In Practical Byzantine Fault Tolerance(PBFT), the reason why 3f+1
is needed as the way I understand is to allow for the worst case scenario where:
1. f+1 nodes are normal
2. f nodes are unresponsive
3. f nodes are faulty
So in the PREPARE
phase, how is it possible for each node to receive 2f
similar PREPARE
messages from other nodes to start the COMMIT
phase?
Since only f+1
nodes can reliably send the same PREPARE
message, each node should only receive f
of the same PREPARE
message (not counting their own).

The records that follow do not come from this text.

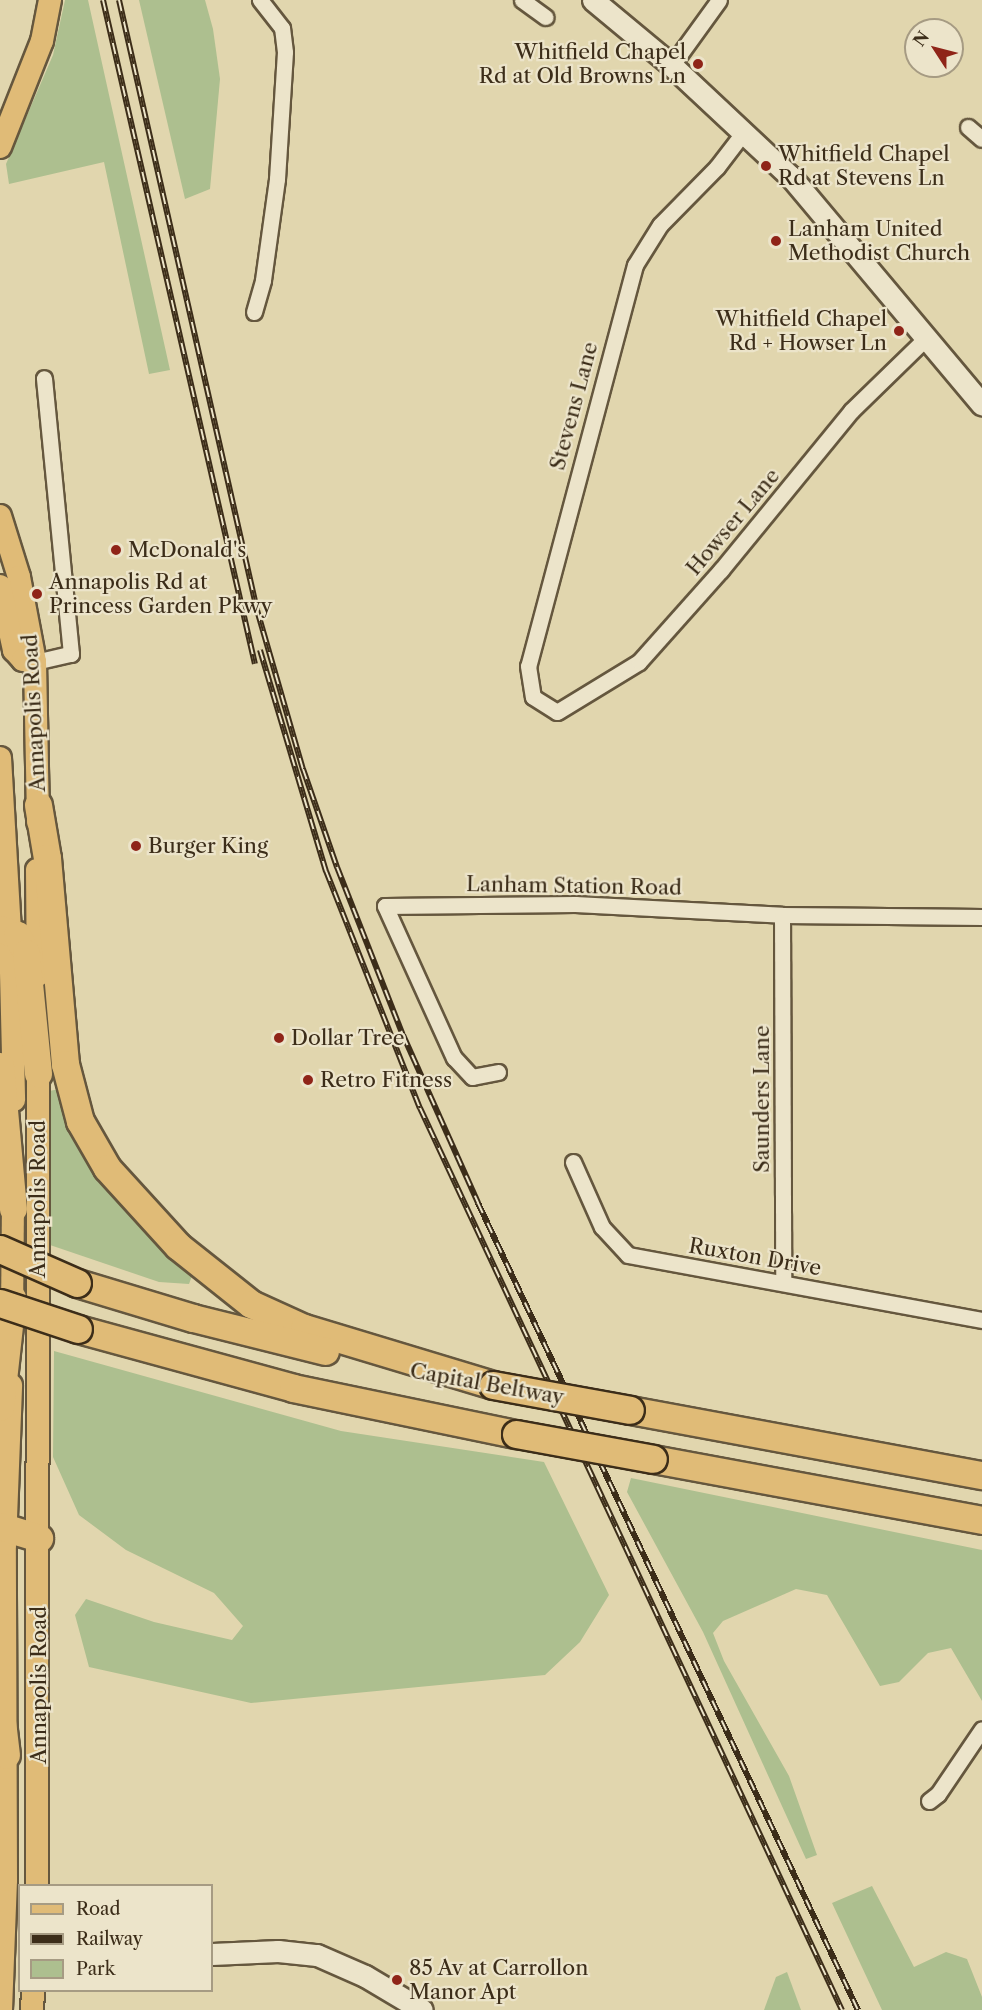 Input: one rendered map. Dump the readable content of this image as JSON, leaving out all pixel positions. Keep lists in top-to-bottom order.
{
  "streets": {
    "highway": ["Capital Beltway"],
    "main road": ["Annapolis Road"],
    "street": [
      "Stevens Lane",
      "Howser Lane",
      "Lanham Station Road",
      "Saunders Lane",
      "Ruxton Drive"
    ]
  },
  "crossings": [
    ["Stevens Lane", "Howser Lane"],
    ["Annapolis Road", "Capital Beltway"],
    ["Lanham Station Road", "Saunders Lane"],
    ["Saunders Lane", "Ruxton Drive"]
  ],
  "places": [
    "Whitfield Chapel Rd at Old Browns Ln",
    "Whitfield Chapel Rd at Stevens Ln",
    "Lanham United Methodist Church",
    "Whitfield Chapel Rd + Howser Ln",
    "McDonald's",
    "Annapolis Rd at Princess Garden Pkwy",
    "Burger King",
    "Dollar Tree",
    "Retro Fitness",
    "85 Av at Carrollon Manor Apt"
  ],
  "legend": ["Road", "Railway", "Park"],
  "north": "top left"
}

So how is it possible for them to receive 2f
PREPARE
message to start the quorum and proceed to the next stage?
The following assertion is incorrect
1. f+1 nodes are normal
2. f nodes are unresponsive
3. f nodes are faulty
3f+1 means that PBFT tolerates up to f faulty nodes only, where faulty means unavailable, unresponsive or malicious.
PBFT is focused on satisfying safety (results are valid and identical at all nodes) and liveness (nodes that don’t fail always produce a result) properties.

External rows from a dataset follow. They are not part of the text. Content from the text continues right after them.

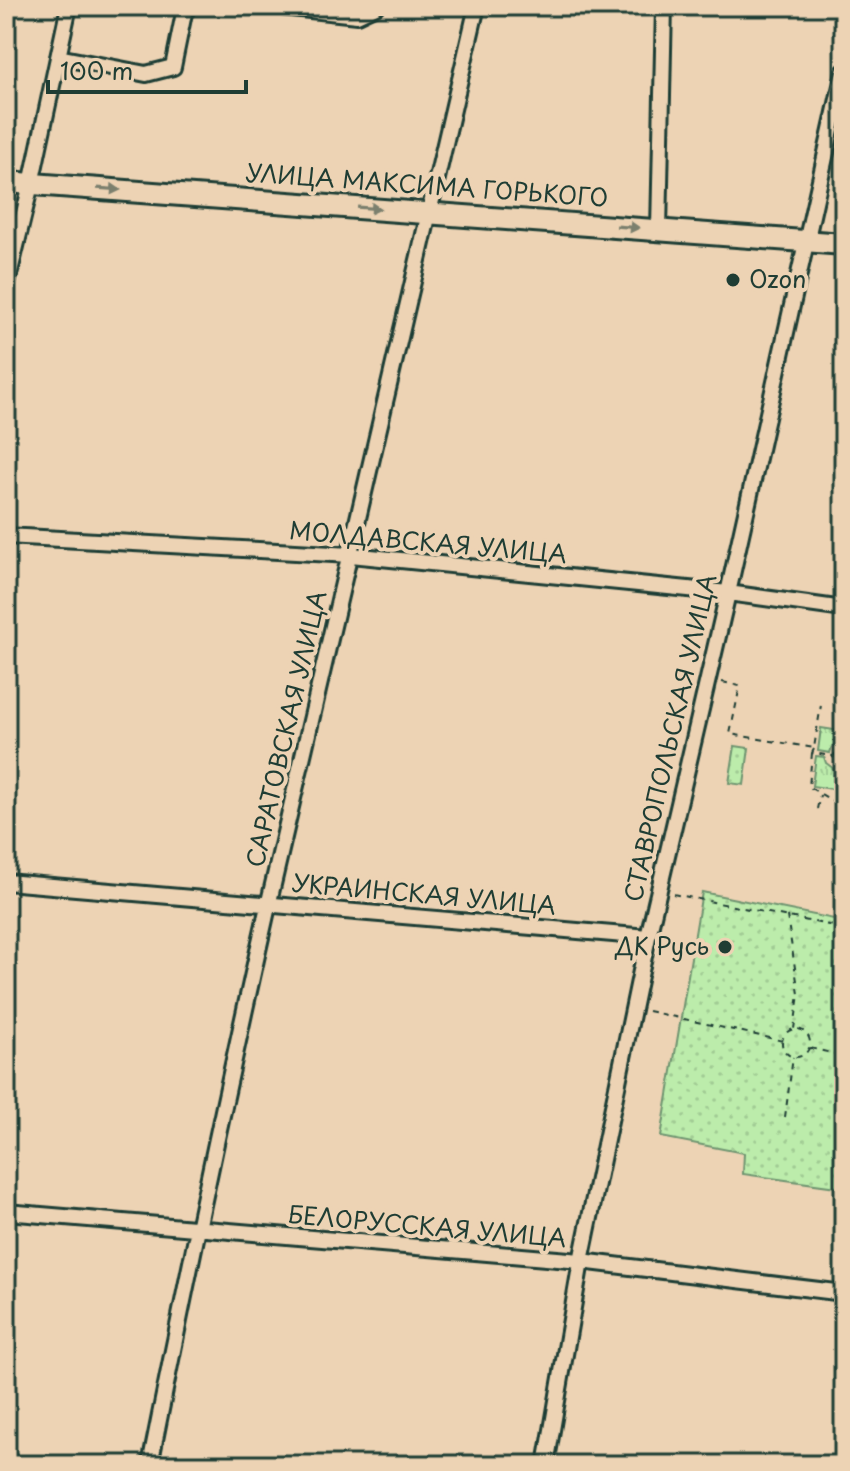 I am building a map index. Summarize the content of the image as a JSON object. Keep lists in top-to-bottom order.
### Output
{
  "streets": {
    "main road": ["УЛИЦА МАКСИМА ГОРЬКОГО"],
    "street": [
      "МОЛДАВСКАЯ УЛИЦА",
      "САРАТОВСКАЯ УЛИЦА",
      "СТАВРОПОЛЬСКАЯ УЛИЦА",
      "УКРАИНСКАЯ УЛИЦА",
      "БЕЛОРУССКАЯ УЛИЦА"
    ]
  },
  "crossings": [
    ["УЛИЦА МАКСИМА ГОРЬКОГО", "САРАТОВСКАЯ УЛИЦА"],
    ["УЛИЦА МАКСИМА ГОРЬКОГО", "СТАВРОПОЛЬСКАЯ УЛИЦА"],
    ["МОЛДАВСКАЯ УЛИЦА", "САРАТОВСКАЯ УЛИЦА"],
    ["МОЛДАВСКАЯ УЛИЦА", "СТАВРОПОЛЬСКАЯ УЛИЦА"],
    ["САРАТОВСКАЯ УЛИЦА", "УКРАИНСКАЯ УЛИЦА"],
    ["САРАТОВСКАЯ УЛИЦА", "БЕЛОРУССКАЯ УЛИЦА"],
    ["СТАВРОПОЛЬСКАЯ УЛИЦА", "УКРАИНСКАЯ УЛИЦА"],
    ["СТАВРОПОЛЬСКАЯ УЛИЦА", "БЕЛОРУССКАЯ УЛИЦА"]
  ],
  "one_way": ["УЛИЦА МАКСИМА ГОРЬКОГО"],
  "places": ["Ozon", "ДК Русь"],
  "scale_bar": "100 m"
}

To achieve liveness, there must be a non-failed quorum (Q) available. So given N nodes and f faulty nodes, you end up with
Q <= N-f
For safety, the intersection of two quorums must contain at least one non-faulty node. So given N nodes and quorum size Q, the following must be true for two intersecting quorums:
2Q - N > f => N + f < 2Q (because all f nodes can be malicious) Recall for liveness Q <= N-f, so
2(N-f) - N > f => N > 3f
Assume N = 3f + 1 and again for liveness N + f < 2Q => (3f + 1) + f < 2Q which means that the minimum quorum size for safety in the byzantine case is now 2f+1. And since a quorum must be available in the presence of f faulty nodes (2f+1+f), you get 3f+1.
There are more formal ways to demonstrate the proof, but hopefully this helps.